[x264-devel] Re: [patch] SSE2 pixel routines

Mon Jul 25 17:46:16 CEST 2005

On Fri, 22 Jul 2005, Alexander Izvorski wrote:

> Here is an early version of SSE2-optimized routines for sad 16x16 and
> 16x8, ssd 16x16 and 16x8, and satd from 16x16 to 8x4 (diff against rev
> 277).  None of these have any special alignment requirements.  I have
> tested that they produce the same results as the mmxext versions, but
> I'd appreciate it if someone else tested them as well.  They are not
> in their final form yet, there are a few places where a few more
> instructions can be shaved off.
>
> -Alex Izvorski
>
> P.S. I've a few questions as well from looking at the original code...
>
> Why is the result of satd divided by two?!  That throws away one bit
> of precision which would have a small but noticeable impact on PSNR.
> (see the "shr     eax,1" in MMX_SUM_MM).

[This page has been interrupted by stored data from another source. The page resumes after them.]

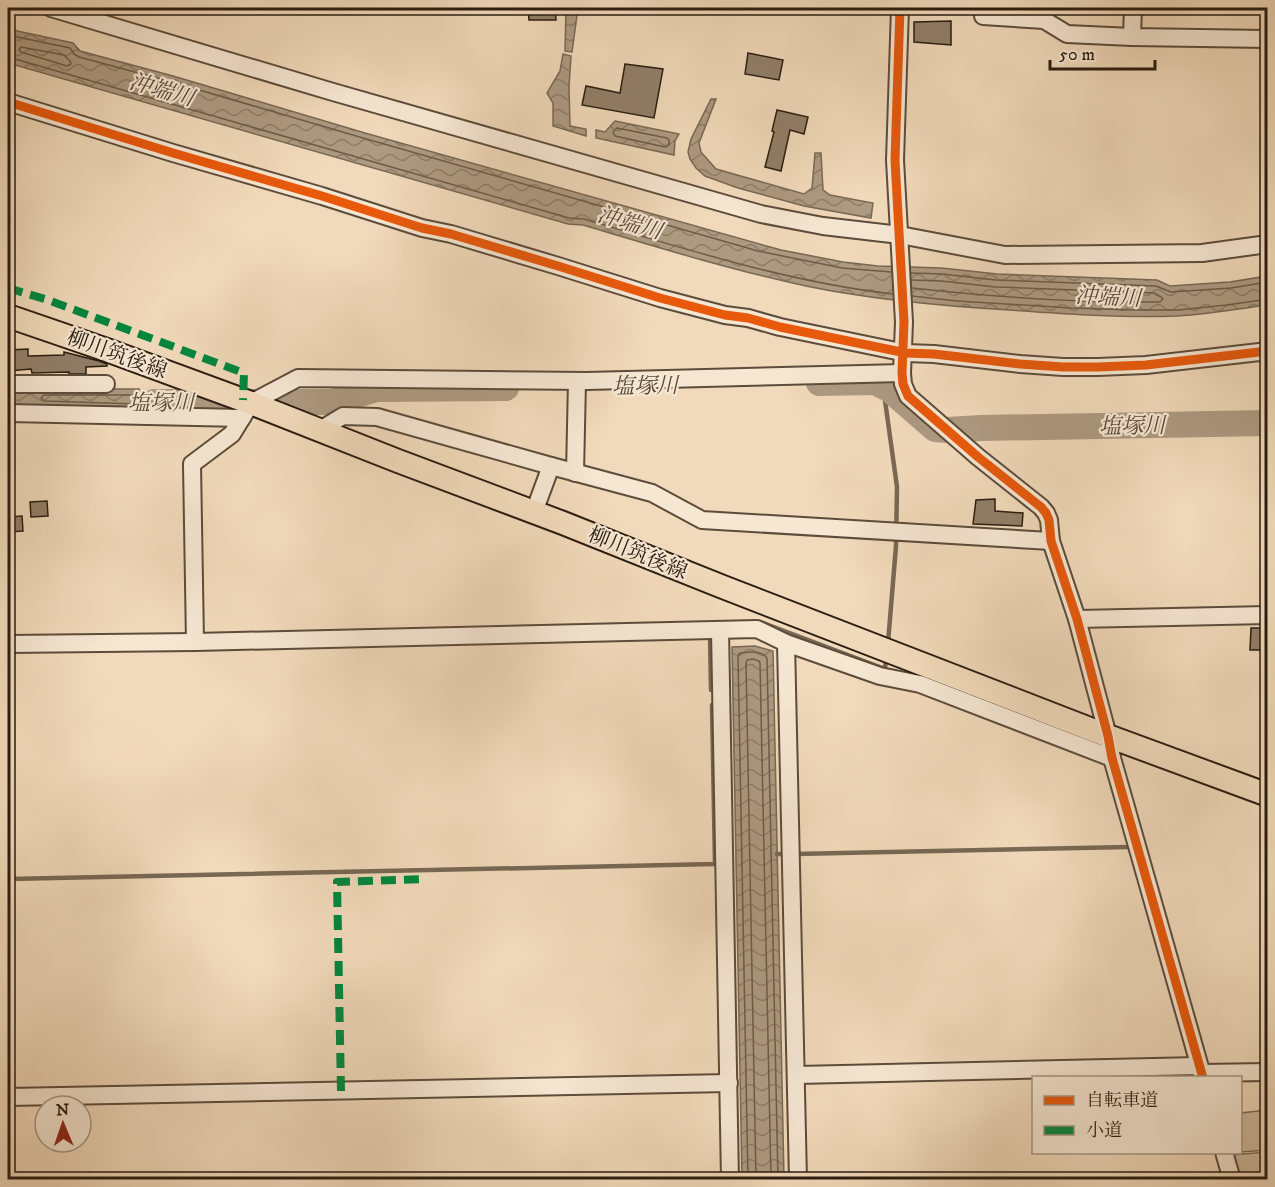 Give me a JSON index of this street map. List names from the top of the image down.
{
  "streets": {
    "main road": ["柳川筑後線"]
  },
  "water": ["沖端川", "塩塚川"],
  "legend": ["自転車道", "小道"],
  "scale_bar": "50 m",
  "north": "top"
} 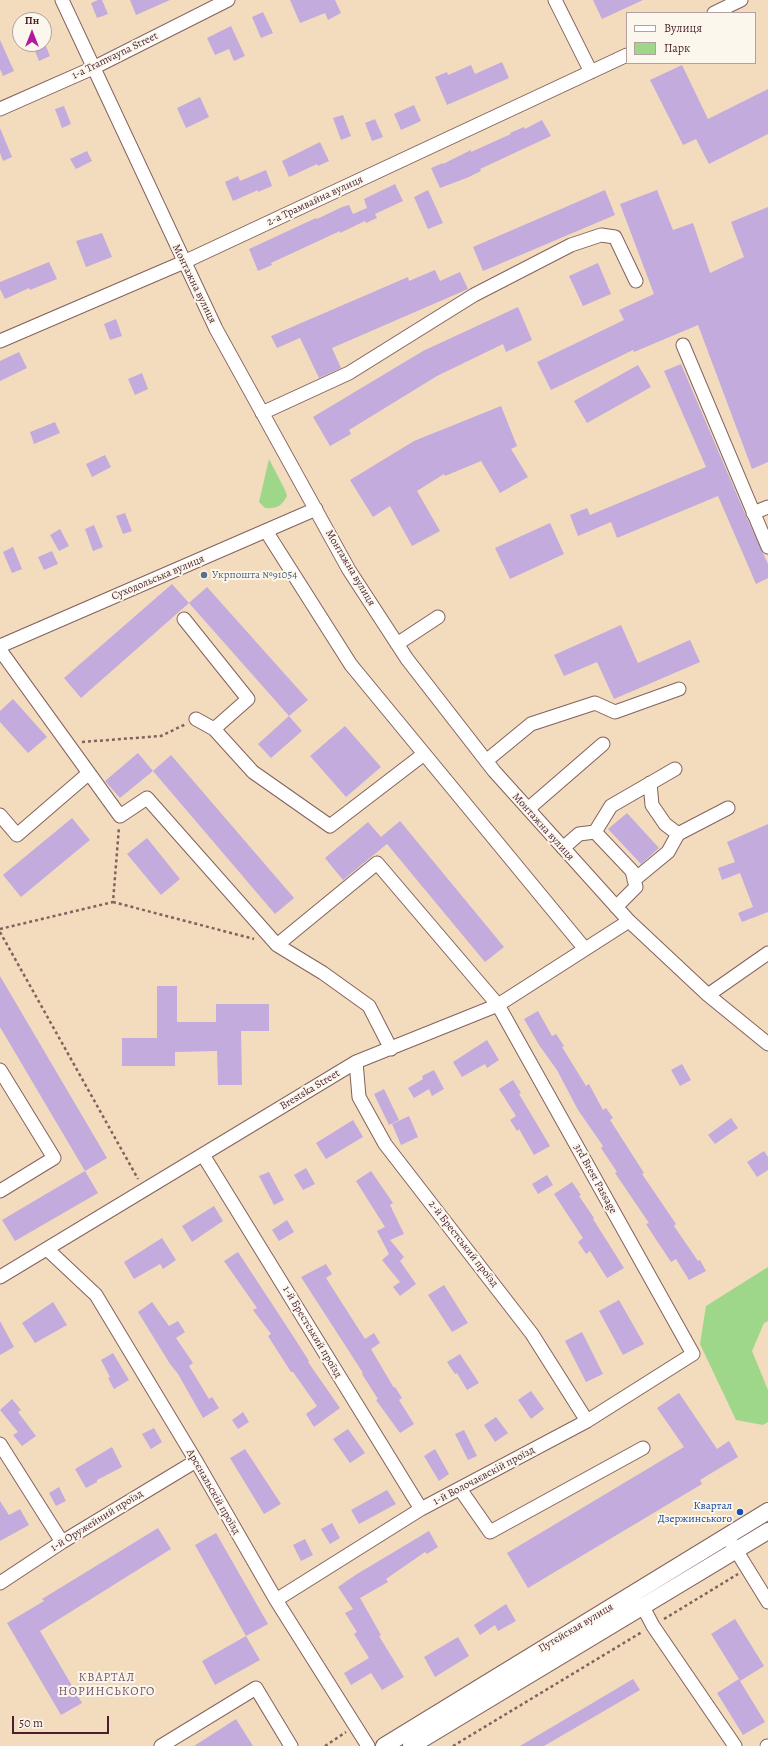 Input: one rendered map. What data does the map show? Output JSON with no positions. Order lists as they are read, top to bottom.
{
  "streets": {
    "main road": ["Путєйская вулиця"],
    "street": [
      "1-a Tramvayna Street",
      "2-а Трамвайна вулиця",
      "Монтажна вулиця",
      "Суходольська вулиця",
      "Brestska Street",
      "3rd Brest Passage",
      "2-й Брестський проїзд",
      "1-й Брестський проїзд",
      "1-й Волочаєвскій проїзд",
      "Арсєнальскій проїзд",
      "1-й Оружейний проїзд"
    ]
  },
  "crossings": [
    ["1-a Tramvayna Street", "Монтажна вулиця"],
    ["2-а Трамвайна вулиця", "Монтажна вулиця"],
    ["Монтажна вулиця", "Суходольська вулиця"],
    ["Монтажна вулиця", "Brestska Street"],
    ["Brestska Street", "3rd Brest Passage"],
    ["Brestska Street", "2-й Брестський проїзд"],
    ["Brestska Street", "1-й Брестський проїзд"],
    ["Brestska Street", "Арсєнальскій проїзд"],
    ["3rd Brest Passage", "1-й Волочаєвскій проїзд"],
    ["2-й Брестський проїзд", "1-й Волочаєвскій проїзд"],
    ["1-й Брестський проїзд", "1-й Волочаєвскій проїзд"],
    ["1-й Волочаєвскій проїзд", "Арсєнальскій проїзд"],
    ["Арсєнальскій проїзд", "1-й Оружейний проїзд"]
  ],
  "districts": ["КВАРТАЛ НОРИНСЬКОГО"],
  "places": ["Укрпошта №91054", "Квартал Дзержинського"],
  "legend": ["Вулиця", "Парк"],
  "scale_bar": "50 m",
  "north": "top"
} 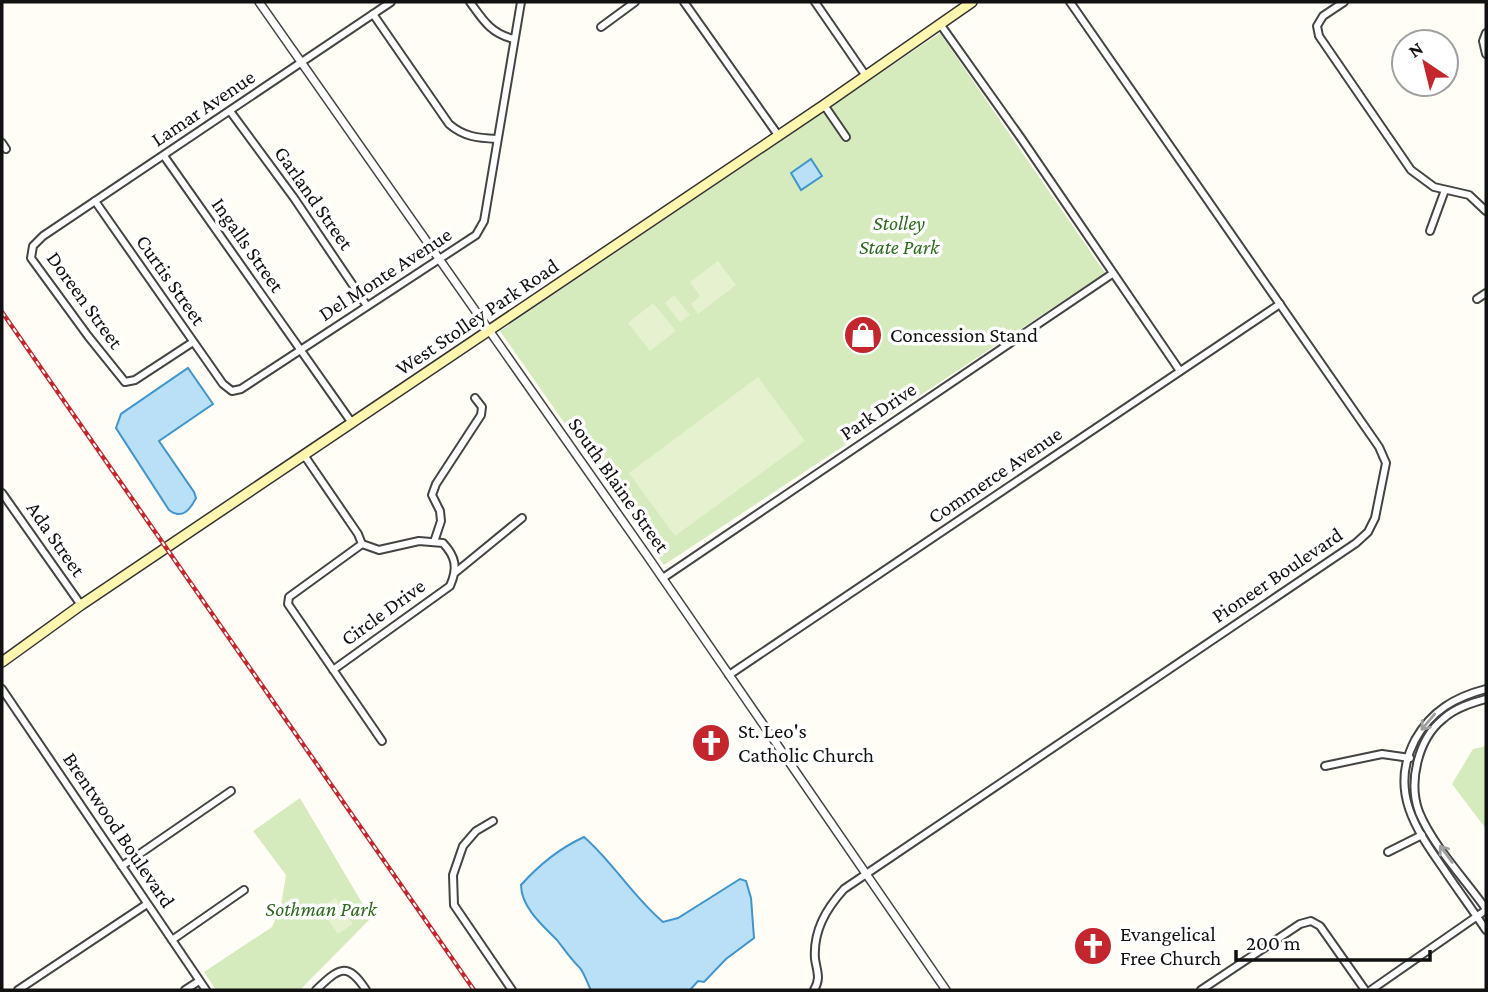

It allows SAD and SATD to use the same lambda table. Now, I'm not sure 
that the difference is exactly a factor of 2, so maybe they should be 
separate.
For that matter, the current lack of precision in lambda should make much 
more difference than 1 bit in satd.

> The original version of HADAMARD4_SUB_BADC uses add-add-subtract, is
> that faster than the equivalent move-add-subtract?  (not on Athlons,
> but maybe on P4?)  The equivalent in my version uses the
> move-add-subtract but can be changed very easily.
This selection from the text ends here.